566: “Lapse Into Silence” (Jay Dragon)

“Additionally, anyone can do the following Whoopsies:
>Drop a soapy dish, and break it.
>Change the subject.
>Lapse into silence.”
                -Jay Dragon, Yazeba’s Bed & Breakfast, page 108

                Yazeba’s Bed & Breakfast is built around a lot of wonderful, changing game mechanics, One of them is Bingos and Whoopsies. When you play a character, your Bingos are moments of playing to your strengths, fully engaging in the moment and who you are, helping work through a difficult problem, and so on. Your Whoopsies are moments of weakness and old faults coming out, tripping up the situation even more. Both move the story— that is, the game—in different shifting ways. 

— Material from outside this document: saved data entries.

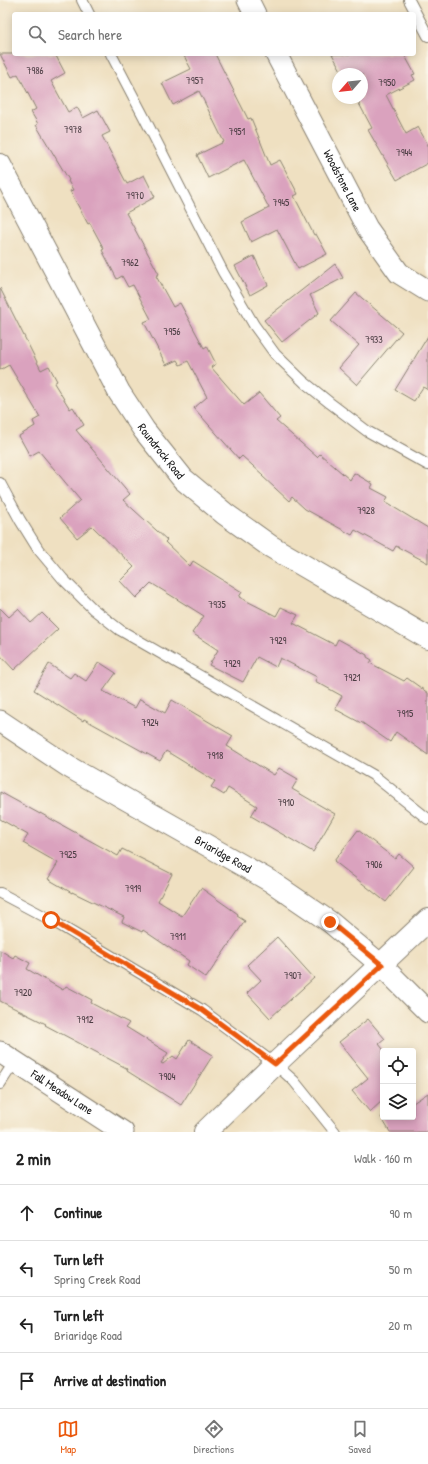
<!DOCTYPE html>
<html lang="en">
<head>
<meta charset="utf-8">
<style>
  :root { --surface:#fff; --page:#f6f6f6; --text:#222; --muted:#767676; --line:#e0e0e0; --accent:#ea580c }
  body { margin:0; font-family:"Patrick Hand",sans-serif; background:var(--page); color:var(--text) }
  .controls { position:absolute; right:12px; bottom:12px; display:grid; overflow:hidden; border-radius:4px; box-shadow:0 2px 10px #0003 }
  .controls button { width:36px; height:36px; display:grid; place-items:center; padding:0; border:0; border-bottom:1px solid var(--line); background:var(--surface); color:var(--text); font:20px sans-serif }
  .compass { position:absolute; left:332px; top:68px; width:36px; height:36px; border-radius:50%; background:var(--surface); box-shadow:0 2px 10px #0003; rotate:242deg }
  .stop { position:absolute; width:12px; height:12px; margin:-9px; border:3px solid #ea580c; border-radius:50%; background:#fff }
  .stop.end { background:#ea580c; border-color:#fff; box-shadow:0 1px 4px #0008 }
  .list { margin:0; padding:0; list-style:none }
  h2 { display:flex; justify-content:space-between; align-items:center; height:52px; margin:0; padding:0 16px; font-size:17px }
  h2 small { font-size:13px; font-weight:400; color:var(--muted) }
  .list li { display:grid; grid-template-columns:26px 1fr auto; gap:12px; align-items:center; box-sizing:border-box; height:56px; padding:0 16px; border-top:1px solid var(--line) }
  .list b { display:block; font-size:15px; white-space:nowrap }
  .list p { margin:0; font-size:13px; white-space:nowrap; color:var(--muted) }
  .list em { font-size:13px; font-style:normal; color:var(--muted) }
  .icon { flex:none; width:22px; height:22px; fill:none; stroke:currentColor; stroke-width:2; stroke-linecap:round; stroke-linejoin:round }
  .map { position:relative; flex:none; width:428px; height:1132px; overflow:hidden }
  .search { position:absolute; background:var(--surface); box-shadow:0 2px 10px #0003; left:12px; right:12px; top:12px; height:44px; display:flex; align-items:center; gap:10px; box-sizing:border-box; padding:0 14px; border-radius:4px; color:var(--muted); font-size:15px }
  .sheet { height:276px; background:var(--surface) }
  nav { display:flex; justify-content:space-around; align-items:center; box-sizing:border-box; height:56px; border-top:1px solid var(--line); background:var(--surface); font-size:11px; color:var(--muted) }
  nav a { display:grid; justify-items:center; gap:2px }
  nav .on { color:var(--accent) }
  .map>svg:first-child { display:block }
</style>
</head>
<body>
<div class="map">
<svg width="428" height="1132" viewBox="0 0 428 1132">
  <rect width="100%" height="100%" fill="#fbf7ec"/>
  <filter id="ink" filterUnits="userSpaceOnUse"><feTurbulence type="fractalNoise" baseFrequency=".025" numOctaves="2"/><feDisplacementMap in="SourceGraphic" scale="8" xChannelSelector="R" yChannelSelector="G"/><feConvolveMatrix kernelMatrix="1 2 1 2 8 2 1 2 1" color-interpolation-filters="sRGB"/></filter>
  <filter id="wash" filterUnits="userSpaceOnUse"><feTurbulence type="fractalNoise" baseFrequency=".012" numOctaves="4" result="noise"/><feDisplacementMap in="SourceGraphic" scale="16" xChannelSelector="R" yChannelSelector="G"/><feGaussianBlur stdDeviation="0.9" result="paint"/><feColorMatrix in="noise" values="0 0 0 0 0 0 0 0 0 0 0 0 0 0 0 0 0 1.4 0 .05"/><feComposite in="paint" operator="in"/></filter>
  <g filter="url(#wash)">
    <rect width="100%" height="100%" fill="#efe0c1"/>
    <g id="blocks">
      <path fill="#daa2be" d="M0,54H55L65,73L51,81L68,112L77,107L83,118L98,110L110,132L102,136L127,184L144,175L155,197L126,213L159,274L156,276L173,307L180,303L204,348L207,346L216,364L211,367L244,405L259,393L280,418L276,421L317,457L320,454L350,480L354,473L373,484L371,488L388,497L385,502L428,528V563L396,546L393,551L355,530L352,535L305,509L292,497L289,501L262,476L263,475L242,456L239,459L194,408L207,397L188,361L180,365L177,360L166,365L144,322L151,319L133,285L128,287L122,276L117,279L102,250L104,249L90,223L88,224L70,191L73,190L68,181L69,180L36,125L38,124L31,112L36,109L18,74L12,77Z
        M183,54H215L248,119L251,118L270,165L280,160L298,194L294,196L314,235L316,234L327,254L298,269L277,229L251,242L242,222L269,208L244,160L208,178L197,155L224,142L199,91L173,105L162,83L191,69Z
        M332,54H404L415,74L412,75L415,80L386,95L406,134L418,127L428,145V163L397,180L368,130L372,128L356,98H362V74H343Z
        M254,256L268,285L250,295L235,266Z
        M335,264L343,278L310,295L319,313L282,342L264,320Z
        M0,288L41,370L49,366L57,381L54,383L70,409L73,407L84,425L76,430L130,494L123,500L167,540L165,542L190,566L193,561L242,592L239,597L276,616L281,607L298,615L293,623L335,645L338,639L367,655V657L372,660L370,663L404,681L407,678L428,693V755L396,732L390,742L361,722V723L335,709L342,696L315,681L317,677L280,658L276,667L257,657L243,682L209,665L218,650L192,633L204,616L151,583L136,598L120,581L134,567L92,526L77,538L60,518L80,500L39,451L30,456L19,436L35,426L33,421L40,417L9,365L0,370Z
        M356,293L402,332L357,385L339,368L359,345L331,321Z
        M428,336V390L423,387L414,401L395,390Z
        M0,608L9,617L18,609L31,623L42,613L58,629L14,670L0,655Z
        M99,662L116,673L103,691L135,708L140,699L165,713L172,700L233,736L227,746L274,775L279,768L298,779L292,789L335,814L313,852L251,816L257,806L228,788L224,795L211,787L215,781L166,751L160,761L84,719L83,721L34,690L49,664L70,678L74,673L86,681Z
        M0,792L40,814V813L118,856L122,849L172,874L158,901L182,916L201,888L238,914L237,916L245,921L206,978L187,965L189,961L143,930L142,932L122,922L124,917L72,892V893L48,879L58,863L23,843L28,835L0,819Z
        M358,830L395,859L399,854L414,867L386,902L334,861Z
        M277,937L314,978L270,1018L247,993L261,980L247,965Z
        M0,950L13,958L15,955L30,963L27,969L63,990L66,986L92,1000L91,1003L129,1023L126,1027L168,1053L161,1063L163,1064L173,1056L177,1059L189,1040L213,1055L181,1105L127,1071L128,1069L45,1025L46,1024L0,1001Z
        M368,1019L385,1039L379,1044L383,1049V1100L370,1112L352,1091L368,1078L339,1042Z
        M428,1093V1132H390L381,1117H413V1103Z"/>
    </g>
  </g>
  <g filter="url(#ink)">
    <use href="#blocks" fill-opacity="0" stroke="#867e6e" stroke-width="1"/>
    <g fill="none" stroke-linecap="round" stroke-linejoin="round">
      <g stroke="#867e6e" stroke-width="12">
        <path id="service" d="M82,0L89,14
          M409,0L428,36
          M111,54L144,117L223,272L254,325L275,354L304,382L330,403L367,431L428,465
          M0,483L20,520L38,549L63,579L93,609L120,630L373,775L428,819
          M0,893L51,920L202,1010L275,1064L294,1081L335,1132
          M0,1084L15,1061"/>
      </g>
      <g stroke="#867e6e" stroke-width="23">
        <g id="minor">
          <path d="M248,0L255,14"/>
          <path id="s1" d="M276,54L367,228L399,273L428,291"/>
          <path id="s2" d="M0,721L69,767L270,881L330,922L381,965L428,1012"/>
          <path id="s3" d="M0,1052L123,1132"/>
        </g>
      </g>
      <g stroke="#867e6e" stroke-width="24">
        <g id="tertiary">
          <path id="s4" d="M0,165L119,392L144,430L183,479L225,514L270,546L428,638"/>
          <path d="M205,1132L275,1064L428,920"/>
        </g>
      </g>
      <use href="#service" stroke="#fff" stroke-width="10"/>
      <use href="#minor" stroke="#fff" stroke-width="21"/>
      <use href="#tertiary" stroke="#fff" stroke-width="22"/>
    </g>
  </g>
  <g fill="none" stroke-linecap="round" stroke-linejoin="round" filter="url(#ink)">
    <path stroke="#ea580c" stroke-width="5" d="M51,920L202,1010L275,1064L382,965L330,922"/>
  </g>
  <g text-anchor="middle" stroke-width="3" stroke-linejoin="round" paint-order="stroke">
    <g font-size="10" fill="#4c3e44">
      <text x="35" y="74">7986</text>
      <text x="195" y="84">7957</text>
      <text x="387" y="86">7950</text>
      <text x="73" y="133">7978</text>
      <text x="237" y="135">7951</text>
      <text x="404" y="156">7944</text>
      <text x="135" y="199">7970</text>
      <text x="281" y="206">7945</text>
      <text x="130" y="266">7962</text>
      <text x="172" y="335">7956</text>
      <text x="374" y="343">7933</text>
      <text x="366" y="514">7928</text>
      <text x="217" y="608">7935</text>
      <text x="278" y="644">7929</text>
      <text x="232" y="667">7929</text>
      <text x="352" y="681">7921</text>
      <text x="405" y="717">7915</text>
      <text x="150" y="726">7924</text>
      <text x="215" y="759">7918</text>
      <text x="286" y="806">7910</text>
      <text x="68" y="858">7925</text>
      <text x="374" y="868">7906</text>
      <text x="133" y="892">7919</text>
      <text x="178" y="940">7911</text>
      <text x="293" y="979">7907</text>
      <text x="23" y="996">7920</text>
      <text x="85" y="1023">7912</text>
      <text x="167" y="1080">7904</text>
    </g>
    <g font-size="12" fill="#1c1c1c" stroke="#fbf7ec">
      <text dy="4" stroke="none"><textPath href="#s1" startOffset="143">Woodstone Lane</textPath></text>
      <text dy="4" stroke="none"><textPath href="#s4" startOffset="329">Roundrock Road</textPath></text>
      <text dy="4" stroke="none"><textPath href="#s2" startOffset="260">Briaridge Road</textPath></text>
      <text dy="4" stroke="none"><textPath href="#s3" startOffset="74">Fall Meadow Lane</textPath></text>
    </g>
  </g>
</svg>
<div class="controls">
<button><svg class="icon" aria-label="locate" viewBox="0 0 24 24"><circle cx="12" cy="12" r="6"/><path d="M12 2v4M12 18v4M2 12h4M18 12h4"/></svg></button>
<button><svg class="icon" aria-label="layers" viewBox="0 0 24 24"><path d="M12 4l9 5-9 5-9-5zM3 14l9 5 9-5"/></svg></button>
</div>
<svg class="compass" viewBox="-18 -18 36 36"><path d="M0-13l5 13h-10z" fill="#e53935"/><path d="M0 13l5-13h-10z" fill="#767676"/></svg>
<div class="stop" style="left:51px;top:920px"></div>
<div class="stop end" style="left:330px;top:922px"></div>
<div class="search"><svg class="icon" aria-label="search" viewBox="0 0 24 24"><circle cx="10" cy="10" r="6"/><path d="M15 15l6 6"/></svg>Search here</div>
</div>
<section class="sheet">
<h2>2 min<small>Walk · 160 m</small></h2>
<ul class="list">
<li><svg class="icon" aria-label="ahead" viewBox="0 0 24 24"><path d="M12 20V5M6 11l6-6 6 6"/></svg><div><b>Continue</b></div><em>90 m</em></li>
<li><svg class="icon" aria-label="left" viewBox="0 0 24 24"><path d="M17 20v-9H6M10 6l-5 5 5 5"/></svg><div><b>Turn left</b><p>Spring Creek Road</p></div><em>50 m</em></li>
<li><svg class="icon" aria-label="left" viewBox="0 0 24 24"><path d="M17 20v-9H6M10 6l-5 5 5 5"/></svg><div><b>Turn left</b><p>Briaridge Road</p></div><em>20 m</em></li>
<li><svg class="icon" aria-label="arrive" viewBox="0 0 24 24"><path d="M6 21V4h12l-3 4 3 4H6"/></svg><div><b>Arrive at destination</b></div></li>
</ul>
</section>
<nav>
<a class="on"><svg class="icon" aria-label="map" viewBox="0 0 24 24"><path d="M3 6l6-2 6 2 6-2v14l-6 2-6-2-6 2zM9 4v14M15 6v14"/></svg>Map</a>
<a><svg class="icon" aria-label="directions" viewBox="0 0 24 24"><path d="M12 3l9 9-9 9-9-9zM9 14v-3h6M13 9l2 2-2 2"/></svg>Directions</a>
<a><svg class="icon" aria-label="saved" viewBox="0 0 24 24"><path d="M7 4h10v16l-5-4-5 4z"/></svg>Saved</a>
</nav>
</body>
</html>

                I started this post because, when I sat down to write, I liked the silence more than the sound of my fingers typing. Hours before that some friends and I were playing Yazeba’s Bed and Breakfast. The chapter we were playing shows friends trying to share their uncertainty about their place in the world while washing the dishes from a big celebration. In that chapter, all players have additional Whoopsies: break a dish, change the subject (as someone tries to share something important), or lapse into silence. In the context of the chapter, I think “lapse into silence” means stop trying to say something important, or stop trying to respond to the piece of themselves a friend has just shared. But as we played, as the game led us through our characters’ attempts to talk about their place in the world, we found other meanings in that silence. Some of the characters’ most open, connective moments were shared silences. Sitting down to write I kept thinking about that. I didn’t want to write it, not yet. I wanted to listen to all the little sounds of the house. To the sound of voices hours or days after they’ve stopped talking.
                Yazeba’s Bed & Breakfast is built around a lot of wonderful, changing game mechanics. One of them makes me think about how sharing our brokennesses—tangling a situation even further—can also be part of fully engaging with the moment and who we are together.